Blogging Public Intellectuals
Matthew Yglesias argues that bloggers are the new media, but not quite like people think:
It’s not the case that weblogs let everyone be a journalist, but they do let everyone be a public intellectual — spouting off their ideas on whatever whether or not they have any particular expertise. The flipside, though, is that it lets all experts be popularizers of their own work, which is a very valuable thing for those people (like, say, me) who are paid more-or-less in order to be generalists.
Public intellectuals are a fascinating breed in that my training as a specialist leads me to be skeptical of people presenting non-expert views while under the cloak of intellectual qualifications (e.g., the brilliant but often wrong Paul Krugman) but yet I’m strangely drawn to them. Indeed, when pressed for time on various talking heads shows, I invariably skip past the interviews with policy wonks and go right for the roundtable discussions with the bright, amiable non-experts.

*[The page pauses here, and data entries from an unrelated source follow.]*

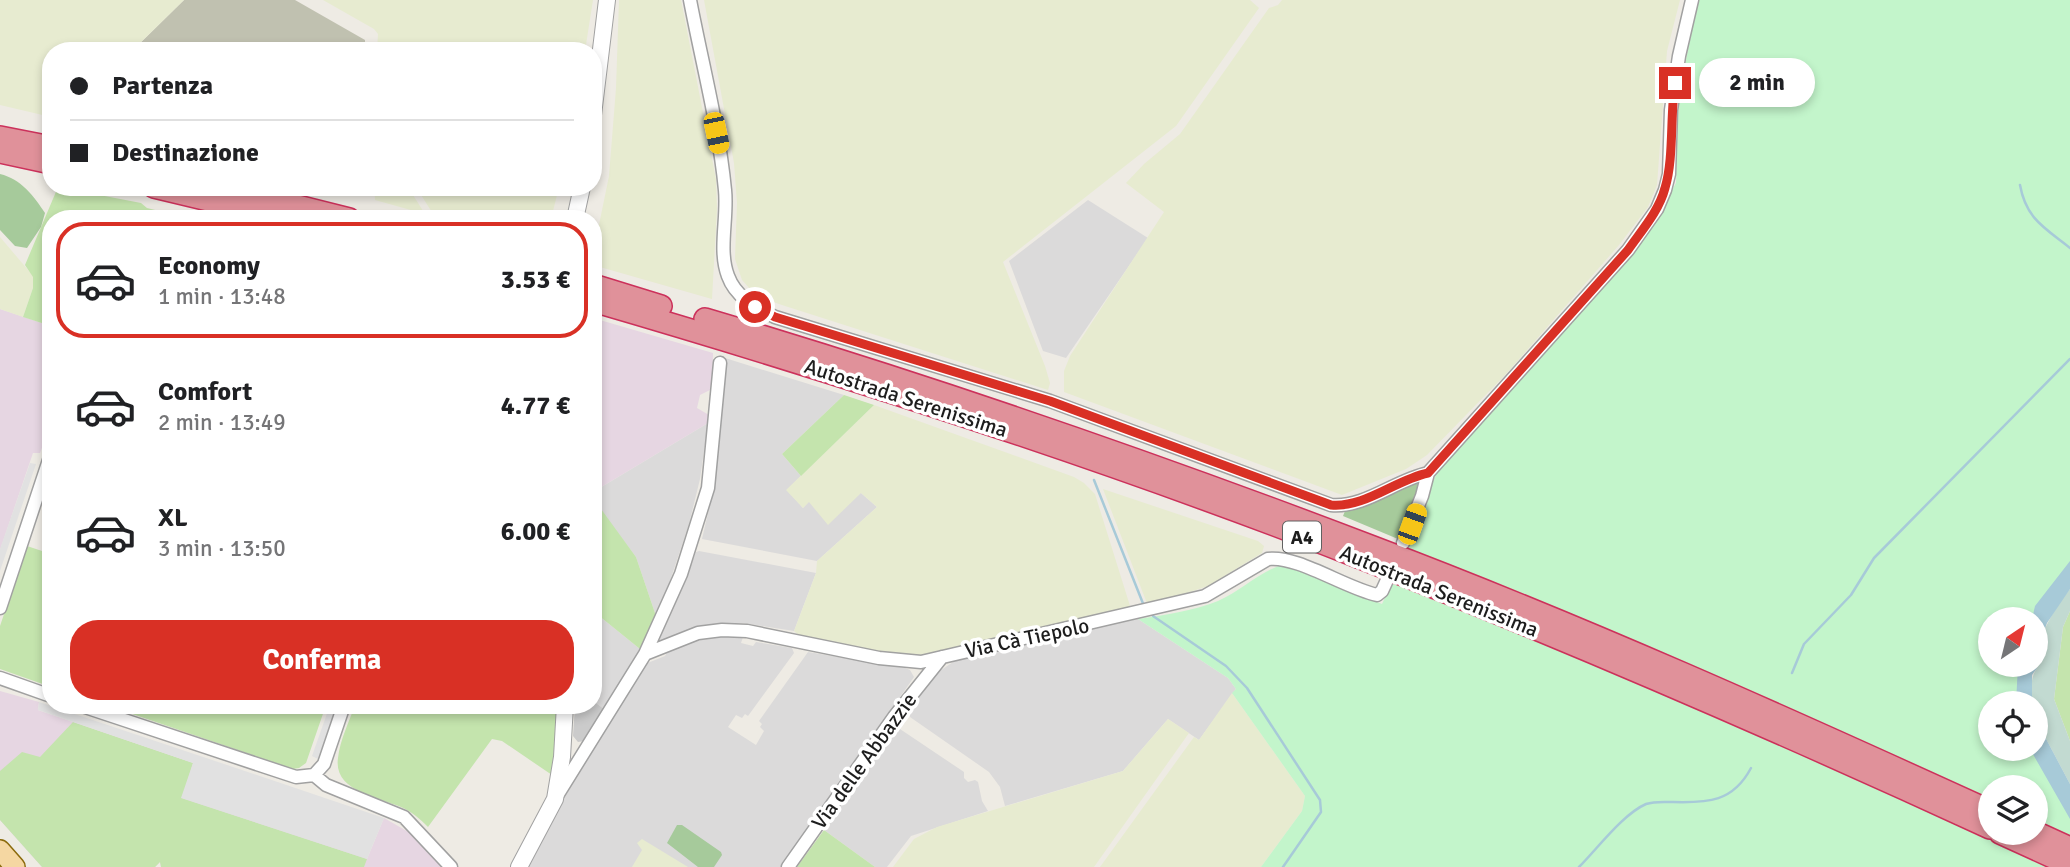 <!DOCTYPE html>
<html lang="it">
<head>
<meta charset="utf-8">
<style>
  :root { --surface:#fff; --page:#f6f6f6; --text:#202124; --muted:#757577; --line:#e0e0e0; --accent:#d93025 }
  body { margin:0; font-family:Signika,sans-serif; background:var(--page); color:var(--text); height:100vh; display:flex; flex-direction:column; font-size:26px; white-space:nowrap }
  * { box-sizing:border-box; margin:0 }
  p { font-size:23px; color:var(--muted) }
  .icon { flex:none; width:38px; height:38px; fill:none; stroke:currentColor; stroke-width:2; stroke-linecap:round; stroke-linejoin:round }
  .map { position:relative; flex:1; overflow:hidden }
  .drawer { position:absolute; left:42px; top:210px; width:560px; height:504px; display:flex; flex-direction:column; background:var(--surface); border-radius:28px; box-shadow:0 4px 10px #0003 }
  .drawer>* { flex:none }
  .top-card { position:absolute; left:42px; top:42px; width:560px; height:154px; border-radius:28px; box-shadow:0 4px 10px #0003; display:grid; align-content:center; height:154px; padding:0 28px; background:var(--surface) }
  .needle { width:46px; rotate:35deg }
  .buttons { position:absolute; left:1978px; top:607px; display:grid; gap:14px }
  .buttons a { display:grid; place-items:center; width:70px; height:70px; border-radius:50%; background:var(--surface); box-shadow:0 4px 10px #0003; font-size:35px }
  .end { position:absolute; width:32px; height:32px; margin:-16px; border:9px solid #d93025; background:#fff; box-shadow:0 0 0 4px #fff }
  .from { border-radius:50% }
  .bubble { position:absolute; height:49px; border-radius:24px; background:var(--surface); box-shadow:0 4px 10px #0003; font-size:23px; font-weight:800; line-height:49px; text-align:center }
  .car { position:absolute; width:21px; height:42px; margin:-21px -10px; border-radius:9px; box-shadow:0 0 5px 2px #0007; background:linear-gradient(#f5c518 24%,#345 0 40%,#f5c518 0 76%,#345 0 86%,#f5c518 0) }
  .top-card b { display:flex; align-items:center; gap:24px; height:66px; font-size:26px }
  .top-card b+b { border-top:2px solid var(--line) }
  .top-card i { width:18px; height:18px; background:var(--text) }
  ul { padding:12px 0 0; list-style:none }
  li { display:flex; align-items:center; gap:21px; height:116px; margin:0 14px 10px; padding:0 14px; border:4px solid transparent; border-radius:28px }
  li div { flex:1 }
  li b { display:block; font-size:26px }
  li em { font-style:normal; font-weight:800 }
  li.on { border-color:var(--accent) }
  li>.icon { width:63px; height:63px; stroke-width:1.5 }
  .action { display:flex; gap:14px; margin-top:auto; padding:14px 28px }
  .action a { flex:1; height:80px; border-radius:28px; background:var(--accent); color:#fff; font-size:28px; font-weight:800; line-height:80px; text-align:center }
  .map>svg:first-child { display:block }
</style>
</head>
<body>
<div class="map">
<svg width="2070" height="867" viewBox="0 0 2070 867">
  <rect width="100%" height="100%" fill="#eeebe4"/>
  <!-- residential -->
  <path fill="#dbdada" d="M 1088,200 L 1148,238 L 1066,358 L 1043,351 L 1009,261 Z
    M 725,358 L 844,395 L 782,454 L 801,476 L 787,490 L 803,508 L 809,501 L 861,493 L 877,507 L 817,561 L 702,539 L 712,496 Z
    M 708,423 L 700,479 L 689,524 L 667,590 L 656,616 L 636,557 L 593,500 L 593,492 Z
    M 699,551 L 816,573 L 794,631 L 743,623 L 710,627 L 657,642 L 683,586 L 696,552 Z
    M 593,611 L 640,649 L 604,709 L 593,701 Z
    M 1138,619 L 1228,678 L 1236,689 L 1199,740 L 1168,719 L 1123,771 L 1005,806 L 1000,787 L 989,772 L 910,717 L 907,711 L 934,675 L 953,662 L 980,653 Z
    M 717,634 L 743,637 L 741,643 L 753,646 L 756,642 L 792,648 L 794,653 L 748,716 L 745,714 L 742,718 L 736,715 L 728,727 L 756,745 L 764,731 L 760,727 L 762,724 L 759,721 L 808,652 L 905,668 L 910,670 L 914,677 L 781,867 L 528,867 L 576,776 L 645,664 L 665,656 L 669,649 L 691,638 Z
    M 897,727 L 964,772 L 964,778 L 968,782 L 975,780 L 978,782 L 982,801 L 988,811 L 911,836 L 887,867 L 875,867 L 824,830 L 866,765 L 871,764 L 892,730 Z"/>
  <!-- industrial -->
  <path fill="#e6d6e2" d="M 0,309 L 51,326 L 51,424 L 40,453 L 33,453 L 0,550 Z
    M 593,318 L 713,353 L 712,389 L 700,395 L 697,408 L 709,415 L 708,423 L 593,492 Z
    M 0,691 L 39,702 L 38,710 L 193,763 L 367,859 L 384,818 L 412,834 L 443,867 L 161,867 L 160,862 L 155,867 L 42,867 L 0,820 Z"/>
  <!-- religious -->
  <path fill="#cbcbcb" d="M 593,701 L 604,709 L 584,741 L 578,742 L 573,736 L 575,705 L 593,705 Z"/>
  <!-- construction -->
  <path fill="#c0c1b0" d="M 184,0 L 295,0 L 365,40 L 365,51 L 132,51 Z"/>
  <!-- farmland -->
  <path fill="#e7ebd0" d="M 0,0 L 184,0 L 132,51 L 51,51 L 51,117 L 0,105 Z
    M 323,0 L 593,0 L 585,51 L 377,51 L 378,34 L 374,29 Z
    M 619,0 L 681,0 L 716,179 L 717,209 L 712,299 L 593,265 L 593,254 L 609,176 L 616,88 Z
    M 704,0 L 1250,0 L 1259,8 L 1176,126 L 1003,262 L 1045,366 L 1050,383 L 1048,390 L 785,306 L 761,298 L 751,290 L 742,280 L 735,259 L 737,203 L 734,163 Z
    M 1282,0 L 1680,0 L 1667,51 L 1657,185 L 1648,207 L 1619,245 L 1507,373 L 1427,455 L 1406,469 L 1342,495 L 1064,392 L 1064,371 L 1070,356 L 1164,212 L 1126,183 L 1144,164 L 1180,134 L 1269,8 L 1278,5 Z
    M 374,187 L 408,187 L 425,214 L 375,200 Z
    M 416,187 L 559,187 L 551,219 L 441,219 L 435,217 Z
    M 0,237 L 34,277 L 33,288 L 23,317 L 0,309 Z
    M 874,405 L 1074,477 L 1084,483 L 1095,494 L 1131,609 L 912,657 L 801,637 L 794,631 L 816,573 L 817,561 L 877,507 L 861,493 L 828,525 L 809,502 L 803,508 L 786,490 Z
    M 1103,489 L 1258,541 L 1264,546 L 1262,553 L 1208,586 L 1148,606 Z
    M 1232,693 L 1305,796 L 1302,811 L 1261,867 L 1100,867 L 1194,737 L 1199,740 Z
    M 1168,719 L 1189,733 L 1094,867 L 893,867 L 914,839 L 937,827 L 1123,771 Z
    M 642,839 L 688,867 L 632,867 L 642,850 L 637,843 Z"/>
  <!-- grass -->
  <path fill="#c4e4ad" d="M 58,187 L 141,203 L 147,208 L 192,219 L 51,219 L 51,326 L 23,317 L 33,288 L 33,277 L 25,265 Z
    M 844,395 L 874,405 L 801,476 L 782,454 Z
    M 593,498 L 636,557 L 656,616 L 640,649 L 593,611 Z
    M 27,546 L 51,554 L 51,687 L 0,669 L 0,626 Z
    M 2070,611 L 2070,741 L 2054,699 L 2063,627 Z
    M 106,705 L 326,705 L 306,763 L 299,768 L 293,769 Z
    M 355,705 L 558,705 L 559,729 L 552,775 L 502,741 L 492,739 L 428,827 C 420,819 411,811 401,807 C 378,797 333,791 338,758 C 340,740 349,722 355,705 Z
    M 73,722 L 193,763 L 182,798 L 367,859 L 364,867 L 161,867 L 160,862 L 155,867 L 42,867 L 0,820 L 0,771 L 22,752 L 40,757 Z
    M 824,830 L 875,867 L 797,867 Z"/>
  <!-- forest -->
  <path fill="#a6ca9b" d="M 0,174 C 21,179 34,196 45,213 L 41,227 L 27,248 L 15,246 L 0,230 Z
    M 1409,481 L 1416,481 L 1421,487 L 1398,539 L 1343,516 L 1345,511 Z
    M 677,825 L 682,825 L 721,852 L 722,855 L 714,867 L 698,867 L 667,843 Z"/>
  <!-- wetland -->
  <path fill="#c2dad1" d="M 2070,589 L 2070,611 L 2063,627 L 2054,699 L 2070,741 L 2070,784 L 2035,718 L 2035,704 L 2032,703 C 2031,691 2030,678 2037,668 C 2031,647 2056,605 2070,589 Z"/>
  <!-- park -->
  <path fill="#c3f5cb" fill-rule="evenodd" d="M 1698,0 L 2070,0 L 2070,567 L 2035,619 L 1990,620 L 1990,665 L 2023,665 L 2024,703 L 1990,704 L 1990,749 L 2035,749 L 2070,786 L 2070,867 L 1261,867 L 1302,811 L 1305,796 L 1232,693 L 1236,689 L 1228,678 L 1138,619 C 1164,615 1193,611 1218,601 C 1241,591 1259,572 1284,564 L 1382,604 L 1424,514 L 1433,481 L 1439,469 L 1656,219 L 1676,183 L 1679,94 ZM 1990,788 L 2035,788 L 2035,833 L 1990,833 Z"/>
  <!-- parking -->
  <path fill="#e1e1e1" d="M 30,463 L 36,464 L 0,571 L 0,549 Z
    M 39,702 L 239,769 L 384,818 L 367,859 L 181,798 L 193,763 L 38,710 Z
    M 330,705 L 337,705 L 318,759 L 312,756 Z"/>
  <!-- water -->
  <path fill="#a7cad8" d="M 2070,561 L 2070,589 L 2047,623 L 2035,656 L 2035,620 L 2032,619 L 2035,606 Z
    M 2035,662 L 2037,668 L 2032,675 L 2032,703 L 2016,703 L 2018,665 L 2035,665 Z
    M 2035,718 L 2070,784 L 2070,819 L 2030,749 L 2035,749 Z"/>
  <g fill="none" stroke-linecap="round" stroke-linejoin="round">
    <!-- stream -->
    <path stroke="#a7cad8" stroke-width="2.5" d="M 2020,185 C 2026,219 2045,228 2070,248
      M 1094,480 L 1144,606
      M 1153,616 L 1226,666 L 1247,688 L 1320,800 L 1321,812 L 1283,867
      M 1792,673 L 1804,644 L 1851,595 L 1874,558 L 2070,359
      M 1579,867 C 1597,849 1623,814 1646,804 C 1655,801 1664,802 1673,802 C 1708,803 1733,802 1751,768"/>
    <defs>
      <path id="minor" d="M 690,0 C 702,63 719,127 725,190 C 728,218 718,250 728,276 C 736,298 756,307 775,317 L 1050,401 L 1331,505 C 1365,508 1395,480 1428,473
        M 1403,543 L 1422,496 L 1428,473 L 1628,250 L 1657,209 L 1665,190 L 1669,174 L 1671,110 L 1679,56 L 1692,0
        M 0,608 L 51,454
        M 645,654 L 698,633 L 722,630 L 747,631 L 879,658 L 921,662 L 1205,596 L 1268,559 C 1297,555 1345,588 1377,595 L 1382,591 L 1387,580
        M 0,678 L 51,696
        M 79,705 L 296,777 L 314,775 L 326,785 L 404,817 L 451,867
        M 314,775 L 324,764 L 344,705
        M 558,794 L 645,654 L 681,574 L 708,488 L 720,363
        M 788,867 L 894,717 L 942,657"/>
      <path id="tertiary" d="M 593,115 L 607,0
        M 575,219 L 582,187
        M 519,867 L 555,799 L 562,757 L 565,705"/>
      <path id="primary" d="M 0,850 L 15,867"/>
      <path id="motorway" d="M 0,137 L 51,147
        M 0,152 L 51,163
        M 154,187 L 288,219
        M 222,187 L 349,219
        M 593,285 L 661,306
        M 593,301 C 857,378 1120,463 1376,564 C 1583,646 1788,735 1990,828
        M 705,319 C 931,386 1153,463 1373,547 C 1582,626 1786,718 1990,811
        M 2035,832 L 2070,848
        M 2000,833 L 2070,865"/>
    </defs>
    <!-- minor casing -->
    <use href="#minor" stroke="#a1a1a1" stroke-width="15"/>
    <!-- tertiary casing -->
    <use href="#tertiary" stroke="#a1a1a1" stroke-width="18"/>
    <!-- primary casing -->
    <use href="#primary" stroke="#8b6a0b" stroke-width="22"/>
    <!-- motorway casing -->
    <use href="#motorway" stroke="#cc315b" stroke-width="24"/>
    <!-- minor -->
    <use href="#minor" stroke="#fff" stroke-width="12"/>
    <!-- tertiary -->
    <use href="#tertiary" stroke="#fff" stroke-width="16"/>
    <!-- primary -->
    <use href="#primary" stroke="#f5d7a2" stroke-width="19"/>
    <!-- motorway -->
    <use href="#motorway" stroke="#e0919a" stroke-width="21"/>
  </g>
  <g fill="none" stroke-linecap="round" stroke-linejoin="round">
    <!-- route -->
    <path stroke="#d93025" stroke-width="9" d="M 755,307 L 775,317 L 1050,401 L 1331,505 C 1365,508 1395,480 1428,473 L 1628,250 C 1642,230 1659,211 1665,188 C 1674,159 1670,115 1675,83"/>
  </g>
  <g text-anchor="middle" stroke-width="7" stroke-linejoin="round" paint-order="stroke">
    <!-- shield labels -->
    <rect fill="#fff" stroke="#616161" stroke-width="2" x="1283" y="521.5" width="38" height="31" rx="5"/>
    <g font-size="19" font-weight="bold" fill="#1d1d1d">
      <text x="1302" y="544">A4</text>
    </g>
    <!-- street labels -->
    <g font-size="21" fill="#1d1d1d" stroke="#fff">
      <text transform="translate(906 398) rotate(18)" y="7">Autostrada Serenissima</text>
      <text transform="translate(1439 591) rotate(22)" y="7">Autostrada Serenissima</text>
      <text transform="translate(1027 638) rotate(-12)" y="7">Via Cà Tiepolo</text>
      <text transform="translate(864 761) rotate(-54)" y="7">Via delle Abbazzie</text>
    </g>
  </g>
</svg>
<div class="buttons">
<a><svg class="needle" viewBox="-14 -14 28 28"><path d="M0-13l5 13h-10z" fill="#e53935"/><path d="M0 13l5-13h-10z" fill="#757577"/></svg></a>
<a><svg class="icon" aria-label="locate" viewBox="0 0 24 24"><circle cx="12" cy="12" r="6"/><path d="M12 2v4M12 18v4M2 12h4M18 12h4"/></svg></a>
<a><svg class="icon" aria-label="layers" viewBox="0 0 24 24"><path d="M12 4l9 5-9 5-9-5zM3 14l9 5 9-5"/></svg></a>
</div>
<i class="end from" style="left:755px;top:307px"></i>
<i class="end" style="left:1675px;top:83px"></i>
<div class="bubble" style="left:1699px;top:58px;width:116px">2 min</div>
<i class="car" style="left:716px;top:133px;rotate:168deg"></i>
<i class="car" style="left:1412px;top:524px;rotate:20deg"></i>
<div class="top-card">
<b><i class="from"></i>Partenza</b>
<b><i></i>Destinazione</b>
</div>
<section class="drawer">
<ul>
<li class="on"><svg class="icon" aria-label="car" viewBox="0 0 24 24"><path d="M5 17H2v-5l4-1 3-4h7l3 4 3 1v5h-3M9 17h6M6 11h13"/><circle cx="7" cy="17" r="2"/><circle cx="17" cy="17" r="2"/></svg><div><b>Economy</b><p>1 min · 13:48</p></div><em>3.53 €</em></li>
<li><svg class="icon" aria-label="car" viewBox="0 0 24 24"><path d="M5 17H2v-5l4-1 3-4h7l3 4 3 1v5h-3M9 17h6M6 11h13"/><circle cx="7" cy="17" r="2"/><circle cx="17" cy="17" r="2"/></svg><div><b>Comfort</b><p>2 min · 13:49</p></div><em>4.77 €</em></li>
<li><svg class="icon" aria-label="car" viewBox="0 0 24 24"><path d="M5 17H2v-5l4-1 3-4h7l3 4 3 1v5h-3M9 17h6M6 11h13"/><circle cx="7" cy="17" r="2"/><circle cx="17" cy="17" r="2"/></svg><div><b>XL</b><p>3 min · 13:50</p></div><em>6.00 €</em></li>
</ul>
<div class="action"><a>Conferma</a></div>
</section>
</div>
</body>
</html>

A quick perusal of my blogroll will reveal a bias toward intellectuals — certainly a much higher concentration of PhDs, JDs, professors, Ivy Leaguers, and other big brain types than a random selection of the blogosphere would produce — and yet there are almost no specialty blogs on the list. My own blogging is much the same. Certainly, I concentrate on national security affairs, where I have some modicum of geniune expertise, more than the average blog. But I also feel free to spout off on other things that interest me, whether or not I’ve done a lot of research on the topic. Which, come to think of it, is pretty much what all the public intellectuals on television do as well.